*** EXERCISE DATA Section Begins ***

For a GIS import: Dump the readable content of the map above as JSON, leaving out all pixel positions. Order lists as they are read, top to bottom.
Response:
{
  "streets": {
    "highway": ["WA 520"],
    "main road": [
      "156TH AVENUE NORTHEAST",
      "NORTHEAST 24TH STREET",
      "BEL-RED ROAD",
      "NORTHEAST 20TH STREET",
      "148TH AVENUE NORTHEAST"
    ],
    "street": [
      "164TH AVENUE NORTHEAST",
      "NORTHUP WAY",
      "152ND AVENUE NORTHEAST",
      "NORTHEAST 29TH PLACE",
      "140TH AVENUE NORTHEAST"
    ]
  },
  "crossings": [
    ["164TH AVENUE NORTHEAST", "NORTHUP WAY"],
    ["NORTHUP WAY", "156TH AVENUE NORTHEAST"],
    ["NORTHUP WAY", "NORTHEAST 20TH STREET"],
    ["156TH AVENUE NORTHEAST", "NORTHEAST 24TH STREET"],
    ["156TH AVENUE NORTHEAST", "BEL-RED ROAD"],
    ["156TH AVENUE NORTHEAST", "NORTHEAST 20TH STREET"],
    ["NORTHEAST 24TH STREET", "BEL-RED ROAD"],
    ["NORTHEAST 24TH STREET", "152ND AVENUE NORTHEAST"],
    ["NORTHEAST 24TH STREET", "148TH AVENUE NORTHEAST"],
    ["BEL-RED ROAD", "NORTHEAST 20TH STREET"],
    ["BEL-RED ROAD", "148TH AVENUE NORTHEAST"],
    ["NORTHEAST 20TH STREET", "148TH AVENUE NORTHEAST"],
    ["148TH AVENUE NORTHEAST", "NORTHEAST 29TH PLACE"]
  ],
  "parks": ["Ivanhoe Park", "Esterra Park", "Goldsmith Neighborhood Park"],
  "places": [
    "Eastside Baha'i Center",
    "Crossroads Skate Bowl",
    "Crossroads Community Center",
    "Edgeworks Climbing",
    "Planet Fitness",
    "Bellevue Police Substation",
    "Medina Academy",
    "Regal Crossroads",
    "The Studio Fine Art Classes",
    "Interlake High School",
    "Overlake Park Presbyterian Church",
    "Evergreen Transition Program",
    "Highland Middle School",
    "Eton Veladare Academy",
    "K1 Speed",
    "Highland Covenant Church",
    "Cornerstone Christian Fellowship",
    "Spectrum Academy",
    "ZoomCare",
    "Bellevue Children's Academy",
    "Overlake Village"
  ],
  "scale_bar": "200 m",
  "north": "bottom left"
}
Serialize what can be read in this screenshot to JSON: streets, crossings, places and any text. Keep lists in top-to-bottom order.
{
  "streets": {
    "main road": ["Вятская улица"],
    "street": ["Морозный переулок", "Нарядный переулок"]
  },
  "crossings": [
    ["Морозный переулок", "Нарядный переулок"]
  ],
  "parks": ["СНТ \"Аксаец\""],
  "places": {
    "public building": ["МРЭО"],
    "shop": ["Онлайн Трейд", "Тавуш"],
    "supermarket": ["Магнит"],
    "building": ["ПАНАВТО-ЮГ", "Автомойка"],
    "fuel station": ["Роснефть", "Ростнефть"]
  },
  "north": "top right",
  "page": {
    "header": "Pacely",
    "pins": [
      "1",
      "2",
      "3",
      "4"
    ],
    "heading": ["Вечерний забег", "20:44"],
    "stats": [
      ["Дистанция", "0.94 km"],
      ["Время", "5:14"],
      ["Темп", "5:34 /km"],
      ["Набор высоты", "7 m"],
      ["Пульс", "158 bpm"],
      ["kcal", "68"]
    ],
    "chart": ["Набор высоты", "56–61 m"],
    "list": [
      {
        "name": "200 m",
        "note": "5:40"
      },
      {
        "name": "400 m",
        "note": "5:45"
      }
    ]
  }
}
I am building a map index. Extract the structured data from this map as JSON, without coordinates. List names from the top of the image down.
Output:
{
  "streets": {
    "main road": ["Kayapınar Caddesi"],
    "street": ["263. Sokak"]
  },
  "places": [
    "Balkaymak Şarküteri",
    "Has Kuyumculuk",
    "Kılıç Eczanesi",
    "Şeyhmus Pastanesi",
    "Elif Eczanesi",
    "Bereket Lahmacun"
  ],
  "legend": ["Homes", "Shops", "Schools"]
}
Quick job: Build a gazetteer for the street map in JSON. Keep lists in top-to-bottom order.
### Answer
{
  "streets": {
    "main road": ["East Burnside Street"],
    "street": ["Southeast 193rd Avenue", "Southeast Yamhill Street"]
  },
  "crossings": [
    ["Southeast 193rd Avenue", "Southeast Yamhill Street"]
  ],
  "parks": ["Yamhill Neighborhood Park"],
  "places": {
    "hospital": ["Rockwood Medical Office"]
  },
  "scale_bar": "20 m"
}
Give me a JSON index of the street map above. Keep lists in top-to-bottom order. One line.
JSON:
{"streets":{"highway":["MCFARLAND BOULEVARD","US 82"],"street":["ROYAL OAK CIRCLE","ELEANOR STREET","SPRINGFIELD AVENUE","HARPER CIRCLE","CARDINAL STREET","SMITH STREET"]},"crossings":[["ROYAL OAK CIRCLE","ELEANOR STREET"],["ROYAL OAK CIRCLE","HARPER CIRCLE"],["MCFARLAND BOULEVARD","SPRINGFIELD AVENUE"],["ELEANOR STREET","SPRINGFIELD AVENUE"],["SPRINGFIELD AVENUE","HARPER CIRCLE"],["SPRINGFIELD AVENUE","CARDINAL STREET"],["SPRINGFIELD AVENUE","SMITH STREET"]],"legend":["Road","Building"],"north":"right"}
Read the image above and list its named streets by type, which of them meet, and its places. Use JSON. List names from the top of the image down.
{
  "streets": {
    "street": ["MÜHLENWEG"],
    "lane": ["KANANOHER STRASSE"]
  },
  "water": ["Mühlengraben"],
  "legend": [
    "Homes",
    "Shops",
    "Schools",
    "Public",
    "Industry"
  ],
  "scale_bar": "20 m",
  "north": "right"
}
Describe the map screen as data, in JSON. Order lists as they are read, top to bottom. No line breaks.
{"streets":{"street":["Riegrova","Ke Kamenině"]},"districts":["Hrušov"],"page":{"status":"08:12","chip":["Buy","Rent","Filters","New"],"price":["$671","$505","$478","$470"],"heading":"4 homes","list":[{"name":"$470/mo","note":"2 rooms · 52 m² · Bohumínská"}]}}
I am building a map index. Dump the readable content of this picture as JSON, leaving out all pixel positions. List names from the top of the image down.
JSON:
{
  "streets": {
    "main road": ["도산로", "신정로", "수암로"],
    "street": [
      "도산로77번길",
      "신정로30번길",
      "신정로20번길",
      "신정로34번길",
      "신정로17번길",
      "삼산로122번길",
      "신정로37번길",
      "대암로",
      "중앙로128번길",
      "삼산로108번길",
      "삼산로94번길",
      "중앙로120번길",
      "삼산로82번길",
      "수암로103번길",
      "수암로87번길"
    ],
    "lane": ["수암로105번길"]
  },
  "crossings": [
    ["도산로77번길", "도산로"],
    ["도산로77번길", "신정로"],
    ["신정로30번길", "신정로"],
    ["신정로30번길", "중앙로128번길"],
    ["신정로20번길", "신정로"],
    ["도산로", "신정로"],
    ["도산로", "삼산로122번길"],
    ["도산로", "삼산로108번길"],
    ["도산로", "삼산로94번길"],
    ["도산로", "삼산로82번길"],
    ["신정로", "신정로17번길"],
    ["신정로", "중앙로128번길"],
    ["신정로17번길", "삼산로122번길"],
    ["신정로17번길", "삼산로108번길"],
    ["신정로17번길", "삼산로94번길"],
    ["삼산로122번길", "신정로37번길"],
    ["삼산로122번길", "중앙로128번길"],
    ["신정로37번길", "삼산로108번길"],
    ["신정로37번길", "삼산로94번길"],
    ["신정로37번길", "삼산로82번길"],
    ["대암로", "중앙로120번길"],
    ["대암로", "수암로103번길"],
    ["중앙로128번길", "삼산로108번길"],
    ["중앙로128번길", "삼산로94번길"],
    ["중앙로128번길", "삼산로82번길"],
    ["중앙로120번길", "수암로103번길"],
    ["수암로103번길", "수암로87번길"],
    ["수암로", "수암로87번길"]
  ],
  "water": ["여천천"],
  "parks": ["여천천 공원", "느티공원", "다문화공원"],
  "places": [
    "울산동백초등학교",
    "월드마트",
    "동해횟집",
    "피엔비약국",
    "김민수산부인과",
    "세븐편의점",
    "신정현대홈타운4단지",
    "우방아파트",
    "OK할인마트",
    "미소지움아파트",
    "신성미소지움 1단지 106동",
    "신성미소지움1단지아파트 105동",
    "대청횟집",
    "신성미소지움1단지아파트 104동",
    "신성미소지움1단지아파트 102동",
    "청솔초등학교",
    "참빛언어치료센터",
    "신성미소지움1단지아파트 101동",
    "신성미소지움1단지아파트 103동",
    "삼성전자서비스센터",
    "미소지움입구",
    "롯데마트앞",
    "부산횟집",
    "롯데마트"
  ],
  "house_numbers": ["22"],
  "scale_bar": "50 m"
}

*** EXERCISE DATA Section Ends ***

### PROBLEM DETAILS
Spot every line in the entries that includes the word "pixel", and copy each one out.

### SOLUTION TO THIS PROBLEM
For a GIS import: Dump the readable content of the map above as JSON, leaving out all pixel positions. Order lists as they are read, top to bottom.
I am building a map index. Dump the readable content of this picture as JSON, leaving out all pixel positions. List names from the top of the image down.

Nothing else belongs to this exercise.